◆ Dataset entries
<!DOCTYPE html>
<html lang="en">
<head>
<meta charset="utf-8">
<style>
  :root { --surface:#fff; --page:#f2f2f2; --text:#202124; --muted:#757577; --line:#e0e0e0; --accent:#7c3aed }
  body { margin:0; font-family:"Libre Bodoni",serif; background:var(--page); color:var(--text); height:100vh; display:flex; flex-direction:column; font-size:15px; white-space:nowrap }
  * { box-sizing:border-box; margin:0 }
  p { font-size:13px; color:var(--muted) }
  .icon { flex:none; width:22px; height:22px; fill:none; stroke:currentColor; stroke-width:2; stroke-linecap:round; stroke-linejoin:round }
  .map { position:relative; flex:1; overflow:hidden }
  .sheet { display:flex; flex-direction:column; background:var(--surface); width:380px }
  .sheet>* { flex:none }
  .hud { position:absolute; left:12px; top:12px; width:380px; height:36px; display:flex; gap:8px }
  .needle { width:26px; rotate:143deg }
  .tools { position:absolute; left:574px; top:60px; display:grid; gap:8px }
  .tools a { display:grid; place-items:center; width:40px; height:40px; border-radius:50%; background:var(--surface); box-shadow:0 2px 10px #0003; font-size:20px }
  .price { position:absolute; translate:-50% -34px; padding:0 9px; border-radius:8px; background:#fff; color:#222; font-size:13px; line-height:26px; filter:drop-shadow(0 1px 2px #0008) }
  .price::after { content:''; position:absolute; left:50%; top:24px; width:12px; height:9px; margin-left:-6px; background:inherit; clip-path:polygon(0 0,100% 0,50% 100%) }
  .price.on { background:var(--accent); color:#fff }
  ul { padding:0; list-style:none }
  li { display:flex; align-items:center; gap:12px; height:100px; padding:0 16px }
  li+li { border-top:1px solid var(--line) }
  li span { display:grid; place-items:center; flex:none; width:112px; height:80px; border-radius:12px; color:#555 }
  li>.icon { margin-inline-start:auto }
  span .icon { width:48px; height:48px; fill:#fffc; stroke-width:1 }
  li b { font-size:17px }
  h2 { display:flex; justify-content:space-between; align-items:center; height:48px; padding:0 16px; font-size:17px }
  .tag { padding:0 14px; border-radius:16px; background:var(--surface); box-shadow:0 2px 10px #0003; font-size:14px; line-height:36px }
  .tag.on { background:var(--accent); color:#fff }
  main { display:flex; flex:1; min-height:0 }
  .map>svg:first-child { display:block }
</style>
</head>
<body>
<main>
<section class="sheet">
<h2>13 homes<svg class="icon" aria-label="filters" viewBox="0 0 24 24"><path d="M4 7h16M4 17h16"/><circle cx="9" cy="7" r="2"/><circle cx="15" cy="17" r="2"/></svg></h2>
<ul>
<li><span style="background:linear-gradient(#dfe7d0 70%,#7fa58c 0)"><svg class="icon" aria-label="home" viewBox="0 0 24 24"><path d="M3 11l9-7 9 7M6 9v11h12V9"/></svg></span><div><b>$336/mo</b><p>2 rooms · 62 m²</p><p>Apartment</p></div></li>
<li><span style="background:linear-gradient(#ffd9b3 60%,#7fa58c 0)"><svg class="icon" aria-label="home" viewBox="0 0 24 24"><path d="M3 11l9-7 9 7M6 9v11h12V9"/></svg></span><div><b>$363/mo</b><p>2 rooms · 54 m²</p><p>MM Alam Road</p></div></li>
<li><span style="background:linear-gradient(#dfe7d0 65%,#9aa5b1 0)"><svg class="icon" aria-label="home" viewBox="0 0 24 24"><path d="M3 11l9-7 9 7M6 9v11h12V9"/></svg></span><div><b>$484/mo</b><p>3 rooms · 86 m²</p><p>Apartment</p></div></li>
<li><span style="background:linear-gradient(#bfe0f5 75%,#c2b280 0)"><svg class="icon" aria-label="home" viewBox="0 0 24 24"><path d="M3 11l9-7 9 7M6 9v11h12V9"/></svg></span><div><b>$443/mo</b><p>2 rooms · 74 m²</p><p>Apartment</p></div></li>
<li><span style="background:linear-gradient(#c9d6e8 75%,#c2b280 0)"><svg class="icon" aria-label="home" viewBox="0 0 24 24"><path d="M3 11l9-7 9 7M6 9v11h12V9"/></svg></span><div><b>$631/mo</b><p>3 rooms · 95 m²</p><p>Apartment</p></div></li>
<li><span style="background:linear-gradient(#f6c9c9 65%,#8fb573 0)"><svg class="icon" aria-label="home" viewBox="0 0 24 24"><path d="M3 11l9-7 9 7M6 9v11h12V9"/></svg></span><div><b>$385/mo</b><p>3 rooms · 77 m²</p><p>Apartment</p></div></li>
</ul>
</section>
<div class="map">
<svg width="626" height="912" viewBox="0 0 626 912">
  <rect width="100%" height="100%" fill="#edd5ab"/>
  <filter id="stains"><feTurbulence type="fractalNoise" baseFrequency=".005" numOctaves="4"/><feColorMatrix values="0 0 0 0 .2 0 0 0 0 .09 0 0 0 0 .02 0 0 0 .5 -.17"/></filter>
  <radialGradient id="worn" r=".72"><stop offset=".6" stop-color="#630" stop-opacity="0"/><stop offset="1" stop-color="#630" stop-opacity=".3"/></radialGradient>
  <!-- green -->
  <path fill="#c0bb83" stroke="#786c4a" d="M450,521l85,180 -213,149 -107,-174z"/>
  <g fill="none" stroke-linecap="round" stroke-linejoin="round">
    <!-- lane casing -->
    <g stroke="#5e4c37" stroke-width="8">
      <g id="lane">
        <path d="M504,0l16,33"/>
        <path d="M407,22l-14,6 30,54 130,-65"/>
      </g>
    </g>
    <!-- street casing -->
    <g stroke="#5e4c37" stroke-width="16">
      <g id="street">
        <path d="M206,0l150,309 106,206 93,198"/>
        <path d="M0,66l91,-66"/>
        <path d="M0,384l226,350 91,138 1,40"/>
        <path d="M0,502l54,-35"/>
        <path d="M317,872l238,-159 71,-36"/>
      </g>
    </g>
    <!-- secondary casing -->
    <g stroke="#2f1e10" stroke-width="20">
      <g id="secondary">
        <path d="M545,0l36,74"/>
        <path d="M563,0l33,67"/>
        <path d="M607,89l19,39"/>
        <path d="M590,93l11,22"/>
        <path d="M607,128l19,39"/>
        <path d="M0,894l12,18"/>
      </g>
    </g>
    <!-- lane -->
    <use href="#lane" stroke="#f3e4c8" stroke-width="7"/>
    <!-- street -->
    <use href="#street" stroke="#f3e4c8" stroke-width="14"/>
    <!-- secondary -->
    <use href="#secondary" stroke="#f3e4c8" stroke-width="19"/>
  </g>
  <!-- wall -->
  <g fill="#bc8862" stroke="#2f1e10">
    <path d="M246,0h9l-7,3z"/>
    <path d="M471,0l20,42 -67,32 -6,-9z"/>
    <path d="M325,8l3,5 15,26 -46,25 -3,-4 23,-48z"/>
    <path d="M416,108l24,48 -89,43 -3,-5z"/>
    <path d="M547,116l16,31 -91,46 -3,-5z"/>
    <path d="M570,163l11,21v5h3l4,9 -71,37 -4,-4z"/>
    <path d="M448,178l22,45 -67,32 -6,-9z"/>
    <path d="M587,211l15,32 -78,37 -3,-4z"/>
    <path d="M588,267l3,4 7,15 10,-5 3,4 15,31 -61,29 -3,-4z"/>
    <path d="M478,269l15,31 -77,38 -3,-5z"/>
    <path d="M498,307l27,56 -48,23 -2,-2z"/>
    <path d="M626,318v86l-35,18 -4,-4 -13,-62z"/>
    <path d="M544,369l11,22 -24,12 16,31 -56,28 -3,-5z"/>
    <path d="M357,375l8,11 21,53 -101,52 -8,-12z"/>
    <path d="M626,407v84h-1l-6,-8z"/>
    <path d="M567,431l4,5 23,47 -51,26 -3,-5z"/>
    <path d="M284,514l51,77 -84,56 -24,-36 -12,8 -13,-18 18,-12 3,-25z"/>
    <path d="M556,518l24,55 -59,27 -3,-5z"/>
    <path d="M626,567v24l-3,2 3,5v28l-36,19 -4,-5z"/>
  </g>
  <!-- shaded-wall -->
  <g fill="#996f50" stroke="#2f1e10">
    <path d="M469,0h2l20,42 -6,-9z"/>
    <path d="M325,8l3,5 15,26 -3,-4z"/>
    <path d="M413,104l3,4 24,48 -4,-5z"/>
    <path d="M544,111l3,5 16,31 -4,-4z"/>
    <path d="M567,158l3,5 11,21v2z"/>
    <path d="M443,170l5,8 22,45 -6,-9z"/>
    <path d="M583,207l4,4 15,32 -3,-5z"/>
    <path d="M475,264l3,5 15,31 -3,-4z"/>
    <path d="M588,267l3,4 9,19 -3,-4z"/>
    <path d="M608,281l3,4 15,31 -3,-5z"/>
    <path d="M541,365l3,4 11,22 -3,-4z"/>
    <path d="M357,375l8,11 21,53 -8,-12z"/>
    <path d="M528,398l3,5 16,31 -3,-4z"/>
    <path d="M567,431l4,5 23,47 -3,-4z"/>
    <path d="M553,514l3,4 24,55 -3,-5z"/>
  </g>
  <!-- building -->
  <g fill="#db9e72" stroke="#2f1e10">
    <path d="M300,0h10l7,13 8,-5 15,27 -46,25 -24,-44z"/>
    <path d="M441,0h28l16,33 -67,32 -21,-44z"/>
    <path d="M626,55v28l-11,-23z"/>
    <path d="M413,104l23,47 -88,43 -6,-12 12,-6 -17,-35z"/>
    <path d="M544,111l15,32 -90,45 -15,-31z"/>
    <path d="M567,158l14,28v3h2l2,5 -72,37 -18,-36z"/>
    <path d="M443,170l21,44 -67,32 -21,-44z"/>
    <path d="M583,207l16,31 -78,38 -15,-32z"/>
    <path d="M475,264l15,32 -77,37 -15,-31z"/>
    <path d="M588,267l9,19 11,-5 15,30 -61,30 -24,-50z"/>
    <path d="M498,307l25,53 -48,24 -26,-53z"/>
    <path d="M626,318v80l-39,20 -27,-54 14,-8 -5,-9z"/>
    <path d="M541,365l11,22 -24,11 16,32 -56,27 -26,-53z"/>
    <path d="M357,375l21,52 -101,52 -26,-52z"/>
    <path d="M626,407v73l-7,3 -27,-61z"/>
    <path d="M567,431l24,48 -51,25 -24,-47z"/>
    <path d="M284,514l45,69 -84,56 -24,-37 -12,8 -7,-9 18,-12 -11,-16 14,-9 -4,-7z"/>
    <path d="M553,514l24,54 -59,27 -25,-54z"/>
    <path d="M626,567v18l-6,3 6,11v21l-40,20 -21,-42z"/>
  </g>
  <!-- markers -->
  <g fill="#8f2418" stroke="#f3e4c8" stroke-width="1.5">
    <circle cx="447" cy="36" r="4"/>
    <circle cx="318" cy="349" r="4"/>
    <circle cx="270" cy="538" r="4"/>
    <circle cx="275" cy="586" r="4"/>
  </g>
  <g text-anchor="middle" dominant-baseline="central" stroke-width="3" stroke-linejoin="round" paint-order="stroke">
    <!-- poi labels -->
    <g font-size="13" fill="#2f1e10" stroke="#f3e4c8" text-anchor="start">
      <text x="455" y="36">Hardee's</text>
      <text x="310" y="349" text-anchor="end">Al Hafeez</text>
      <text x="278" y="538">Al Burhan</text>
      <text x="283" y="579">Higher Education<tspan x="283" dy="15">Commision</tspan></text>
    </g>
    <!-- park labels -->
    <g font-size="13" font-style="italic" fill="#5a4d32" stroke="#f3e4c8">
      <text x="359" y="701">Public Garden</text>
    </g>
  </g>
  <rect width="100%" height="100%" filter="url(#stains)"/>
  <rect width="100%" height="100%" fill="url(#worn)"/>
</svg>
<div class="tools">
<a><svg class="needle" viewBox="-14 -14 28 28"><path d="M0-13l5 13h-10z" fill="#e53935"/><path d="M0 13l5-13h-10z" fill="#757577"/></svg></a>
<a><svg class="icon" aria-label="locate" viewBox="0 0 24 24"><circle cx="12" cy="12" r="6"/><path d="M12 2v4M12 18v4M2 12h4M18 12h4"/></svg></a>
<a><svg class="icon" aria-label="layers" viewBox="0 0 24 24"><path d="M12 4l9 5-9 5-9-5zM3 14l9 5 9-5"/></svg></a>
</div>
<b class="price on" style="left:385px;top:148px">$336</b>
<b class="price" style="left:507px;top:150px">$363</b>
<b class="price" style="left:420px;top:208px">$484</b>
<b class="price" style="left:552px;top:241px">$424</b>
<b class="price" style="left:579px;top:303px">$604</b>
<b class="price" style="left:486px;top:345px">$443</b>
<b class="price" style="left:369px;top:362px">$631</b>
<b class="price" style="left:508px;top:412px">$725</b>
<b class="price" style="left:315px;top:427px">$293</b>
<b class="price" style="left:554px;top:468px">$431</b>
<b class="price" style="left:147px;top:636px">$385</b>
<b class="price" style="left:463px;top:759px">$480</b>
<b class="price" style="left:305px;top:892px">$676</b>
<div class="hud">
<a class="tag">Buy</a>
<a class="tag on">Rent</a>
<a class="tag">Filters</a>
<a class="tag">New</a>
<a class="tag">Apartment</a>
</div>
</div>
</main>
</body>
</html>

◆ TASK PROMPT
Pull every line with "column" from the records.

◆ ANSWER AREA
  body { margin:0; font-family:"Libre Bodoni",serif; background:var(--page); color:var(--text); height:100vh; display:flex; flex-direction:column; font-size:15px; white-space:nowrap }
  .sheet { display:flex; flex-direction:column; background:var(--surface); width:380px }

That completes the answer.